_RECORDS FOR PROCESSING_:
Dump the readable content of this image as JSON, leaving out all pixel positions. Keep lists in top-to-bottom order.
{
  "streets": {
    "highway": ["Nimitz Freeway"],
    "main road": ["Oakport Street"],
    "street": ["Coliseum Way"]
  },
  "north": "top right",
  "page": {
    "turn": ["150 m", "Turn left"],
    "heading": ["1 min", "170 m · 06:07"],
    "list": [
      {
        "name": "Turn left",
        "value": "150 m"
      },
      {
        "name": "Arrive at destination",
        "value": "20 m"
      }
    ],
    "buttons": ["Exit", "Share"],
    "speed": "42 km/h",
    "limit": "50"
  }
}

_PROBLEM REQUIREMENTS_: This calls for repeating all of the records, character for character.

_ANSWER TO THE EXERCISE_:
Dump the readable content of this image as JSON, leaving out all pixel positions. Keep lists in top-to-bottom order.
{
  "streets": {
    "highway": ["Nimitz Freeway"],
    "main road": ["Oakport Street"],
    "street": ["Coliseum Way"]
  },
  "north": "top right",
  "page": {
    "turn": ["150 m", "Turn left"],
    "heading": ["1 min", "170 m · 06:07"],
    "list": [
      {
        "name": "Turn left",
        "value": "150 m"
      },
      {
        "name": "Arrive at destination",
        "value": "20 m"
      }
    ],
    "buttons": ["Exit", "Share"],
    "speed": "42 km/h",
    "limit": "50"
  }
}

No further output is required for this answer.